This transcript has been edited for clarity.
Suraj Kapa, MD: Hello, everybody, and welcome back to the Mayo Medscape video series. Today we are going to be talking with our colleagues about the role of artificial intelligence (AI) in healthcare, specifically as it relates to cardiology and the identification of novel opportunities in this area. I am joined today by Dr Francisco Lopez-Jimenez, professor of medicine at Mayo Clinic Rochester, with an expertise in preventive cardiology; and his colleague, Zachi Attia, assistant professor of medicine, also at Mayo Clinic in Rochester, and a bioengineer by trade. Together they comprise the leadership that is heading up the AI efforts within innovation in the cardiovascular department at Mayo Clinic. My name is Suraj Kapa, and I am also an assistant professor of medicine.

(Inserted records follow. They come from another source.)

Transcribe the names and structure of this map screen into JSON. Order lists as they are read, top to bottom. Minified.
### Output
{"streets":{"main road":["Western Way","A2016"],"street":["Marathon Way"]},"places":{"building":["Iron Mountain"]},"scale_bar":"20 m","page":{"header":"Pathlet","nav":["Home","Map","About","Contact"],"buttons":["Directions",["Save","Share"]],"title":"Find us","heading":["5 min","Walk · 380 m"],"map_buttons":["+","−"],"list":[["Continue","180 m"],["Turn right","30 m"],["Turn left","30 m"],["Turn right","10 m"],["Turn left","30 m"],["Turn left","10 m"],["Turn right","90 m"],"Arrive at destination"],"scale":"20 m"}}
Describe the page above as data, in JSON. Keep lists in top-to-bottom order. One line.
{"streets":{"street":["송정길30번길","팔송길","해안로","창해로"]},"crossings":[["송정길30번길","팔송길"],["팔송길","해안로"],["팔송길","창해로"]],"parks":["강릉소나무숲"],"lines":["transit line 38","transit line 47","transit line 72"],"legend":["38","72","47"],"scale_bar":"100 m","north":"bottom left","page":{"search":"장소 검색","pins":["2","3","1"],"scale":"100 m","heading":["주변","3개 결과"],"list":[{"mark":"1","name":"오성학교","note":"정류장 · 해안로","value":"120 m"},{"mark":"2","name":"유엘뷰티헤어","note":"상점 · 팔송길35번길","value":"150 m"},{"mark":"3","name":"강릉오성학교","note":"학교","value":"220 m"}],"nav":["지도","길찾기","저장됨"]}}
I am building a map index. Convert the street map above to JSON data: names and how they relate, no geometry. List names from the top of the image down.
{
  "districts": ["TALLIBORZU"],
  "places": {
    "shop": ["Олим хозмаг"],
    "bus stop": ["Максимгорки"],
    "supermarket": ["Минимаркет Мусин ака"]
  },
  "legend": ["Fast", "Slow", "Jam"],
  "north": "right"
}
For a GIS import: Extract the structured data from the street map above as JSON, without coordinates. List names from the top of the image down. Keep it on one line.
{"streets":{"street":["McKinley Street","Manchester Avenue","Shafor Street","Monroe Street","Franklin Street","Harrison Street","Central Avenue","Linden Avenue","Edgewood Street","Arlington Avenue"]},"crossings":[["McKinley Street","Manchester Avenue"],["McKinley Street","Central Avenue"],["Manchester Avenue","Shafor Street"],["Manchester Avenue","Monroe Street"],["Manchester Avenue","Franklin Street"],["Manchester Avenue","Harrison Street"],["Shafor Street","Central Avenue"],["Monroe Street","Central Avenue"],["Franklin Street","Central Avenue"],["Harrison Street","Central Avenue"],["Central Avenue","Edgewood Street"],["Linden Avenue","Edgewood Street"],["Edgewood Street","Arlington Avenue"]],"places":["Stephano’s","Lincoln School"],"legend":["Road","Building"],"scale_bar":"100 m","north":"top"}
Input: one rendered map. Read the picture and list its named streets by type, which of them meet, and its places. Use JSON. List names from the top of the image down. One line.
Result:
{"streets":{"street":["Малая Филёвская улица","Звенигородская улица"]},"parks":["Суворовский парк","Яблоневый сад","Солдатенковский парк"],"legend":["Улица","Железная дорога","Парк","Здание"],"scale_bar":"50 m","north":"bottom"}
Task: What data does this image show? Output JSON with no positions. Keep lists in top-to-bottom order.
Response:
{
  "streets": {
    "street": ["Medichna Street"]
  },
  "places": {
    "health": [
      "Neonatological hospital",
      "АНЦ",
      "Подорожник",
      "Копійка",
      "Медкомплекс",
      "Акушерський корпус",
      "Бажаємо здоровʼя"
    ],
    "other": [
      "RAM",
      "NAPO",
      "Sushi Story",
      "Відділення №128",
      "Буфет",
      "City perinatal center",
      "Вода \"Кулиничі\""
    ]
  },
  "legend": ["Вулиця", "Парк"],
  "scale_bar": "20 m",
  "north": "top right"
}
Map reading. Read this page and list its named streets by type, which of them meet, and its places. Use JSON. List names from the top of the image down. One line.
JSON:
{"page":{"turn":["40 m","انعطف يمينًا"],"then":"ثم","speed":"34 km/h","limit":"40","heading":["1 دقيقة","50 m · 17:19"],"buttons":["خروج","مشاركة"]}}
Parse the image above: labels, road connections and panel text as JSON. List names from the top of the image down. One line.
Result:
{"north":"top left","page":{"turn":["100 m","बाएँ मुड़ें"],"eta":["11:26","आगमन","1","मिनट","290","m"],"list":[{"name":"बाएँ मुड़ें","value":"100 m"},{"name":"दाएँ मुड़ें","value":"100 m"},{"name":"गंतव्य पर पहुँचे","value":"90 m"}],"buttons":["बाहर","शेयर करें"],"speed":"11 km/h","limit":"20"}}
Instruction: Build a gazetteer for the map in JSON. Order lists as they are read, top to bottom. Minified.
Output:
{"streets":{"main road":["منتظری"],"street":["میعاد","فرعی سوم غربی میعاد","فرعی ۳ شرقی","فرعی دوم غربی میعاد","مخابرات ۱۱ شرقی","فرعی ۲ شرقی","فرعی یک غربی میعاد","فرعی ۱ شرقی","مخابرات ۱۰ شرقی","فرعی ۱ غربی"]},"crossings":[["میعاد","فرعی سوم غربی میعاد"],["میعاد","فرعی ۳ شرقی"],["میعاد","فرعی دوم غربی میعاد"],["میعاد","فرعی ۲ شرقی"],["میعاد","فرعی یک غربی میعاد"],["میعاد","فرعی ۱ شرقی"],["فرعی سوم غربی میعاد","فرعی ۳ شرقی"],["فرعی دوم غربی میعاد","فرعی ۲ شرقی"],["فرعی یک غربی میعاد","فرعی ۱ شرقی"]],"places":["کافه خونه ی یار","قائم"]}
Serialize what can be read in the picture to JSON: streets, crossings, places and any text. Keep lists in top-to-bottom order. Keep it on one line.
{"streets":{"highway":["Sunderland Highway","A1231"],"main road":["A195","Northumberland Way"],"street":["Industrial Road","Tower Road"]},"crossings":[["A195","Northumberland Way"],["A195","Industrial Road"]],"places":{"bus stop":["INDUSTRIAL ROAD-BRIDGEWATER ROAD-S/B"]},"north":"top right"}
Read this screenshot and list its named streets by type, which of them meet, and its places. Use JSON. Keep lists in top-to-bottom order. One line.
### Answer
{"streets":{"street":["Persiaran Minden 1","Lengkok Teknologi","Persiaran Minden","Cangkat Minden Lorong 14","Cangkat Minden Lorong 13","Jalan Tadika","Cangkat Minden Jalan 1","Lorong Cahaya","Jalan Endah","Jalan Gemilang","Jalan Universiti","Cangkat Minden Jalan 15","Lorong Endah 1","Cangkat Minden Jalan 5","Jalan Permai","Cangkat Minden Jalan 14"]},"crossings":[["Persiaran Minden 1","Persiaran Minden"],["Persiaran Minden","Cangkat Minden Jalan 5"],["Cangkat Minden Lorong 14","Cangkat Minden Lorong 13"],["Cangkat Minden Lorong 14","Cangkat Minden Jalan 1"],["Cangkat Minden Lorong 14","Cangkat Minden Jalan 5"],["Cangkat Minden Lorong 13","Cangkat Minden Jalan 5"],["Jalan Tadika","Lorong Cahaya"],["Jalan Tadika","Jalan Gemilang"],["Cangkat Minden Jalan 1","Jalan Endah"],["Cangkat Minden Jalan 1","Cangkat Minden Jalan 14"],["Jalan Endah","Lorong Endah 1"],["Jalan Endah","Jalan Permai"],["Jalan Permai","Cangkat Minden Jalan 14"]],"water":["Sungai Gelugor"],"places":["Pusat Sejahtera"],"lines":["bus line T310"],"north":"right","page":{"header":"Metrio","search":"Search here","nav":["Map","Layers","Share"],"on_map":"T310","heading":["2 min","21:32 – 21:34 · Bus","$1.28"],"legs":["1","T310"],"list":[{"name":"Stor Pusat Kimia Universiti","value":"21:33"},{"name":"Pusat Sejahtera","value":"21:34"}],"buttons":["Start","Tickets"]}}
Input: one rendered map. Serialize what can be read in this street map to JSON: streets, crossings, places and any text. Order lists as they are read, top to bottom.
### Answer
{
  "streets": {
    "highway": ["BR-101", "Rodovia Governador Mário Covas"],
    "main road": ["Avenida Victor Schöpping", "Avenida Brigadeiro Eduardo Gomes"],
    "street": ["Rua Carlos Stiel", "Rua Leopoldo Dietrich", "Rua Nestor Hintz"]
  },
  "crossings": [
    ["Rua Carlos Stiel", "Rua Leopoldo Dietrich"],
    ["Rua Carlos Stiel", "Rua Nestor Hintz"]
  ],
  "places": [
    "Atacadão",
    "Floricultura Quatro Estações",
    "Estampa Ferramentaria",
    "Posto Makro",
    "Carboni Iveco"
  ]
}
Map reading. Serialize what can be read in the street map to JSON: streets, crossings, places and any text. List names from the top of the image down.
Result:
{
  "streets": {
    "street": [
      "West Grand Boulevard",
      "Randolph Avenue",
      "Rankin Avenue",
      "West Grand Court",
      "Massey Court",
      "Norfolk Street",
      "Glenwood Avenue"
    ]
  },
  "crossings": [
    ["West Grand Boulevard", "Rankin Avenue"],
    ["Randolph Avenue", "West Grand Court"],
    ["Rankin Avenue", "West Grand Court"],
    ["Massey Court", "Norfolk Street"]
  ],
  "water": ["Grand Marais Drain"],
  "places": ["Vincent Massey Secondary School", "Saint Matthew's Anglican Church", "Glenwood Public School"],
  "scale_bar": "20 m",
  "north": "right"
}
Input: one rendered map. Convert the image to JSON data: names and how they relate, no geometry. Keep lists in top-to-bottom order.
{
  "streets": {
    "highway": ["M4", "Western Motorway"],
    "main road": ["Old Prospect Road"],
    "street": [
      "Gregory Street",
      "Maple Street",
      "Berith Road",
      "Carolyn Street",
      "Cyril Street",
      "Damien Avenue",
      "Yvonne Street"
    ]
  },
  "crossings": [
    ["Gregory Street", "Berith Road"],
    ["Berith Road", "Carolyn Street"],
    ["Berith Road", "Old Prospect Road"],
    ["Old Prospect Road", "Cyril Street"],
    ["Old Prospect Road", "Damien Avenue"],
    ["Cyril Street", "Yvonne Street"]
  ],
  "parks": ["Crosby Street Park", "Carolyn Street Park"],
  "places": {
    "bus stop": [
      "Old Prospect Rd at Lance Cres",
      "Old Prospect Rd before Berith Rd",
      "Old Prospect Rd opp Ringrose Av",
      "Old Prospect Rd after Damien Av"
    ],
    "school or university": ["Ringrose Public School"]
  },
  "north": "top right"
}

Three Future Applications of AI
Kapa: Francisco, I have been hearing so many excellent things about opportunities for applying AI to healthcare data. When you look at the landscape of AI, what do you see as the future or the present of applying AI to cardiology, and to healthcare in general?
Francisco Lopez-Jimenez, MD, MBA: Thank you, Suraj. This is a very important question. I see the future being developed in three main areas. The first one is optimization and automatization of interpretation of echocardiograms, coronary angiograms, cardiac CTs, and other diagnostic modalities. The second one is identifying people at risk. I think AI has the potential to identify those at risk for sudden cardiac death, those who might have a reinfarction, and those who might die from heart failure soon after they leave the hospital. The third is the management of big data. As we know, big data is everywhere, so we need AI to better handle the massive amounts of information we get from wearable devices like Holter monitors, which help us better understand the underpinnings of cardiovascular disease.
Kapa: Zachi, if you had to explain AI to a layperson, what is it exactly?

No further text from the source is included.